# Barefoot Smelting



## Irons (Jun 28, 2010)

These guys don't even wear shoes.
I can't understand the commentary, but an instructive pair of videos none the less.

Part1:

http://www.youtube.com/watch?v=HV1fHn5kR_w&NR=1

part2:

http://www.youtube.com/watch?v=I8X-I-M4ul0&feature=related


----------



## g_axelsson (Jun 28, 2010)

Interesting video... but you should be old enough to know it's called melting gold.
Smelting is the process to extract the metal from it's ore.

It's nothing personal, Irons, but I've seen it one time too many on the forum lately, even by long time members. I just had to finally speak up.

:lol: 

/Göran


----------



## qst42know (Jun 28, 2010)

Anyone notice second shift sleeping against the wall in the second video. :mrgreen:


----------



## Nopyrite (Jun 28, 2010)

WOW, those are cool video's. Those guys may be young and barefoot, but can anyone say EXPERT? Notice that even though the process seemed very crude and haphazard, they lost very little Gold. They started with what looks like 1004.790 grams. The end product weighed 1004.530 grams - a tiny loss of .260 grams. Those dudes know what they were doing and I am sure they are being paid Union Scale.


----------



## Harold_V (Jun 29, 2010)

g_axelsson said:


> Interesting video... but you should be old enough to know it's called melting gold.
> Smelting is the process to extract the metal from it's ore.
> 
> It's nothing personal, Irons, but I've seen it one time too many on the forum lately, even by long time members. I just had to finally speak up.
> ...


A particular thorn in my side as well, Göran. 8) 

I have assumed the posture that you are what you write. If you present yourself as an uneducated dolt, so shall you be perceived.  

Harold


----------



## Irons (Jun 29, 2010)

Harold_V said:


> g_axelsson said:
> 
> 
> > Interesting video... but you should be old enough to know it's called melting gold.
> ...



My bad.

Beat me, beat me, make me bleed!! :mrgreen:


----------



## goldsilverpro (Jun 29, 2010)

Everybody has their little pet peeves. For example, it raises the hair on the back of my neck to see the word "separate" spelled seperate or "nickel" spelled nickle - those 2 words, especially separate, have to be about the most misspelled words on the planet. Also, I hate acronyms unless they are very common. The worst, though, is trying to wade through a page long paragraph, or a post with no capital letters, even at the beginning of sentences, or a post with no punctuation. I consider these as selfish, since there seems to be no consideration for the reader. I refuse to read those posts, even though they may contain good or interesting information.

Even the yellow pages uses "smelter" wrong - they list PM refiners under Smelters - Precious Metals. And then there is refining vs. recovery and drop vs. precipitate. I must admit, though, that I prefer "drop" and I use the word "refining" more often than I should, even though I know it's exact meaning. I do agree with Harold, that the term "melting" should never be used when "dissolving" is meant, because it really confuses things.

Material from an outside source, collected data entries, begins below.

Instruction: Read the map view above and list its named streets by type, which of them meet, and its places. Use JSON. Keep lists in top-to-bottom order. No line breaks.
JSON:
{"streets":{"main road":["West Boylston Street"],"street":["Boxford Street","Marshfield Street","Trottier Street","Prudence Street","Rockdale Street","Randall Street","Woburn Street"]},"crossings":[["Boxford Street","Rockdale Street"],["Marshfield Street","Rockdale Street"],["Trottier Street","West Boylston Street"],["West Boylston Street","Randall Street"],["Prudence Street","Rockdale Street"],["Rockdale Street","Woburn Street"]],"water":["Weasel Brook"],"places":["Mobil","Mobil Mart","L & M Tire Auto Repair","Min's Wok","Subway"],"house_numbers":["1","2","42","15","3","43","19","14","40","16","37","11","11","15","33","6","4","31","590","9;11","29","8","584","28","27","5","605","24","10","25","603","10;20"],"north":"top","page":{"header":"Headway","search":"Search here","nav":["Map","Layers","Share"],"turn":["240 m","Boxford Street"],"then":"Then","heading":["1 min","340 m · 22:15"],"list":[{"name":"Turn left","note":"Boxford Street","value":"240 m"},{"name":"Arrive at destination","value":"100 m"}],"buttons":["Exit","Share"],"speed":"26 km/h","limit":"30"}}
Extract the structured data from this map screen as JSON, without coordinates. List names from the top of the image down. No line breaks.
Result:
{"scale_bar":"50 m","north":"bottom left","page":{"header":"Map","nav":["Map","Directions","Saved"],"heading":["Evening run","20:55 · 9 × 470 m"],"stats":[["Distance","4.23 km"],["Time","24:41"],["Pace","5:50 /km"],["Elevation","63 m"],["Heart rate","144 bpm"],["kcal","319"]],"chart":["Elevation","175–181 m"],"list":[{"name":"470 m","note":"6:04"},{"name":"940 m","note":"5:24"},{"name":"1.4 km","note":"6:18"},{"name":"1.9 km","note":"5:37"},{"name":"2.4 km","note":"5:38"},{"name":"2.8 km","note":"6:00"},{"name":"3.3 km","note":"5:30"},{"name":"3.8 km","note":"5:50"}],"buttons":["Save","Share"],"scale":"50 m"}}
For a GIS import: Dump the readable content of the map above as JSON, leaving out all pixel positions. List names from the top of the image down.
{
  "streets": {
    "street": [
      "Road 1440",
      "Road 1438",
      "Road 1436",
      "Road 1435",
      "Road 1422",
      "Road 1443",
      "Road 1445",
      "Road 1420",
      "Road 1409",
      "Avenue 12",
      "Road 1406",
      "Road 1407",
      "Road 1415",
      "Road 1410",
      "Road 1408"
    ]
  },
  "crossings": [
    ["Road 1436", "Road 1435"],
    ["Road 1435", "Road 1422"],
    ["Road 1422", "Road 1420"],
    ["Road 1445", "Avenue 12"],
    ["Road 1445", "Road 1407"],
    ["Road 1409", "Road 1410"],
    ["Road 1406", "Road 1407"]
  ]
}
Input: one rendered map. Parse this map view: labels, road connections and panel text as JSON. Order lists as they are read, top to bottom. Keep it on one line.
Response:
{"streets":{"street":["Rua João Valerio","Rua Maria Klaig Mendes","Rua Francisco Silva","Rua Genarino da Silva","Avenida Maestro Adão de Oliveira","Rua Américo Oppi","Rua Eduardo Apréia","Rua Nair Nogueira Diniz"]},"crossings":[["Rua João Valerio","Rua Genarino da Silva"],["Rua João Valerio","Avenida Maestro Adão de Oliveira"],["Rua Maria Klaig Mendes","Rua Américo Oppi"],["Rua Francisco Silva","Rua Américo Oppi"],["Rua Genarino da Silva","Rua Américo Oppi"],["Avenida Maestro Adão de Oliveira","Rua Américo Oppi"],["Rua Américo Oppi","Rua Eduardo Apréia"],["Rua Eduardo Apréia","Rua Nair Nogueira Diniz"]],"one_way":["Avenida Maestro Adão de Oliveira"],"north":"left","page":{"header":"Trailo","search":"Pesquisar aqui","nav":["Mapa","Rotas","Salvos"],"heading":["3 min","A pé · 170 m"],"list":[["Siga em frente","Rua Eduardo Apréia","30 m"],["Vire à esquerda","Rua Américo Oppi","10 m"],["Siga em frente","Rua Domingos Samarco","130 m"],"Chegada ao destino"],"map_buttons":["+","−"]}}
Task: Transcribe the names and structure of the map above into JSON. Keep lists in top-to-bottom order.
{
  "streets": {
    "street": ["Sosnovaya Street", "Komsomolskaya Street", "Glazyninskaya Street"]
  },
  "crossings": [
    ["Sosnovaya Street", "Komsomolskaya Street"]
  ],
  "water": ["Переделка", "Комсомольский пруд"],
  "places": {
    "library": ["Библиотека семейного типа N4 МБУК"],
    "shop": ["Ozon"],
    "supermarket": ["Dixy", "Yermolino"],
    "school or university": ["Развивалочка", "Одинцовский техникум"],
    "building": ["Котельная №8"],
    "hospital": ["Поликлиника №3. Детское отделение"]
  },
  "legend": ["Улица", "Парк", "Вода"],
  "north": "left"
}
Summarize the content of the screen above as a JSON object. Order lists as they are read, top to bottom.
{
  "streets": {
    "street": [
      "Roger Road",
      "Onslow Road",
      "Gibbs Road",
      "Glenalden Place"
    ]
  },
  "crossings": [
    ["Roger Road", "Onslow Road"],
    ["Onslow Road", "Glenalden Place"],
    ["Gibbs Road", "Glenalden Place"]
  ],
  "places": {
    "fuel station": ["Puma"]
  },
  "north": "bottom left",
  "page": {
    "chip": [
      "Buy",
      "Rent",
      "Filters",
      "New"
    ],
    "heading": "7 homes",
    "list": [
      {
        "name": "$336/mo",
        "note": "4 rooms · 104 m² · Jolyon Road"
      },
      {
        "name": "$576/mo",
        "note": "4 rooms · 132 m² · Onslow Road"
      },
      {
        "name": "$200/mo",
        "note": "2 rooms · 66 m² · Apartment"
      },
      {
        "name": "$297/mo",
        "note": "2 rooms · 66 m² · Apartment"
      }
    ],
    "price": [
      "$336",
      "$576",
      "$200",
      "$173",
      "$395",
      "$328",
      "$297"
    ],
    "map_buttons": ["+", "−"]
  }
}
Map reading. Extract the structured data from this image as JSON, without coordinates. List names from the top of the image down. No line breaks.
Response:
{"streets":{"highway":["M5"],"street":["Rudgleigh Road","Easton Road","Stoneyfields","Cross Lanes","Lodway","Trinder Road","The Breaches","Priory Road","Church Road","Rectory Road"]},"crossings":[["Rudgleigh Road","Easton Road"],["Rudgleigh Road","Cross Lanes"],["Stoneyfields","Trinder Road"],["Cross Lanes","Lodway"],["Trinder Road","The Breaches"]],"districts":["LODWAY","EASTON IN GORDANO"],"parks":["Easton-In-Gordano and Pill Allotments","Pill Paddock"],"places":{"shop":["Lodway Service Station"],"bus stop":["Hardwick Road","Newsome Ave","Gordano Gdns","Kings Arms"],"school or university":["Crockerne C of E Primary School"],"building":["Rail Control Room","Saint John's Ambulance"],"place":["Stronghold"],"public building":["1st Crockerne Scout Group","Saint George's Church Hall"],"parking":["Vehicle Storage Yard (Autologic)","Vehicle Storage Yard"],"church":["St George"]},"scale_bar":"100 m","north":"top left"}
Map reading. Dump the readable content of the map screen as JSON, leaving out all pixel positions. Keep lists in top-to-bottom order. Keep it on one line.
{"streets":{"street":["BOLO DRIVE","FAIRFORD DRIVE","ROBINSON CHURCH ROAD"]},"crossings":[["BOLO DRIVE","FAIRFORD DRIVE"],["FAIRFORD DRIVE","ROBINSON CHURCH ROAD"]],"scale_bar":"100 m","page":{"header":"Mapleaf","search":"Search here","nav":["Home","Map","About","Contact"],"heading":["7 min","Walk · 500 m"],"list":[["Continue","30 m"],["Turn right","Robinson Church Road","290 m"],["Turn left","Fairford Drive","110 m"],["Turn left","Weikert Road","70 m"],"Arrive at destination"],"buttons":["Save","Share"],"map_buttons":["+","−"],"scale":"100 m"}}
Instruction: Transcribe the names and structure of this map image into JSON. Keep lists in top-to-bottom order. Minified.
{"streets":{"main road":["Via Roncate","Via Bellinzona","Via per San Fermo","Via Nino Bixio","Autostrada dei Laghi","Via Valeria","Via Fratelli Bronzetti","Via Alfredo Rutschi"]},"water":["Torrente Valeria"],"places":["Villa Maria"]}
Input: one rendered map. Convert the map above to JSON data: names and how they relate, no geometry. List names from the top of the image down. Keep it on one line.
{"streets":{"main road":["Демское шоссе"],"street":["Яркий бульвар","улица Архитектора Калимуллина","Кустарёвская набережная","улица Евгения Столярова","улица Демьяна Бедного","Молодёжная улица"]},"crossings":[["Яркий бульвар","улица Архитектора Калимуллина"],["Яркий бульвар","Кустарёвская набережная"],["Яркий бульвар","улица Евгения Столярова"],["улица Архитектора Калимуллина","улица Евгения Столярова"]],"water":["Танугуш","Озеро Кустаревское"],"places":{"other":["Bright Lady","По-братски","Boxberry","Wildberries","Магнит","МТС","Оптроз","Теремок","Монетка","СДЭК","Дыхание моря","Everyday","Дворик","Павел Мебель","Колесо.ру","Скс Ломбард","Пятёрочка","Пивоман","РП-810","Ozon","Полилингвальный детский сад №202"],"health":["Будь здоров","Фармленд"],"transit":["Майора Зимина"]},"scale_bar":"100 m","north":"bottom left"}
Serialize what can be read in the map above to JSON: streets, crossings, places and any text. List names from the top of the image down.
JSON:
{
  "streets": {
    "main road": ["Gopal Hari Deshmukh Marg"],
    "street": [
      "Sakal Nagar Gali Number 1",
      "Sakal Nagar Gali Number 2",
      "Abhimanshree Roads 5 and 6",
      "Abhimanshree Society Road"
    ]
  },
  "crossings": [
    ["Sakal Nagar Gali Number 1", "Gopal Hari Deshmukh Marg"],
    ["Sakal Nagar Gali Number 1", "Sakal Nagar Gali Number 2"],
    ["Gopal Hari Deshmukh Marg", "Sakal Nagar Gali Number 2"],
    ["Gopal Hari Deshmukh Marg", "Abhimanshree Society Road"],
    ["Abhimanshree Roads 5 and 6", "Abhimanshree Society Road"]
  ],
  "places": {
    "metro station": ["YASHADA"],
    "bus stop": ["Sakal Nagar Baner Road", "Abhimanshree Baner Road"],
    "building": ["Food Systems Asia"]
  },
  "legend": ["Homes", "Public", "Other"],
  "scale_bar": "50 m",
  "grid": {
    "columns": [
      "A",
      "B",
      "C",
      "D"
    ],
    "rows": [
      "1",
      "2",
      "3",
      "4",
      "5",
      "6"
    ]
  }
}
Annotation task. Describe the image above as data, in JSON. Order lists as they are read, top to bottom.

I know that there are many that don't have a good grip on the use of the English language, although it is curious that many people from other countries do a better job than some from the US. Maybe, they just try harder to do things right. 

Just my 2 cents rant.

Chris


----------



## Harold_V (Jun 30, 2010)

goldsilverpro said:


> long paragraph, or a post with no capital letters, even at the beginning of sentences, or a post with no punctuation. I consider these as selfish, since there seems to be no consideration for the reader. I refuse to read those posts, even though they may contain good or interesting information.


Couple that with the clever folks that can't seem to abandon their habit of texting and you have what is, in my mind, the loser of the year. 

I have a policy. If a person can't address me as if he has at least a modicum of intelligence, I generally won't respond. That does not apply to those that don't use English as their first language. I have the utmost respect for those that can converse in our language, and make the attempt, even if it's fraught with error. 

On the Chaski board, we have a retired college dean. His sig line is "You are what you write". I've mentioned this before. 

_He's right._ 

Harold


----------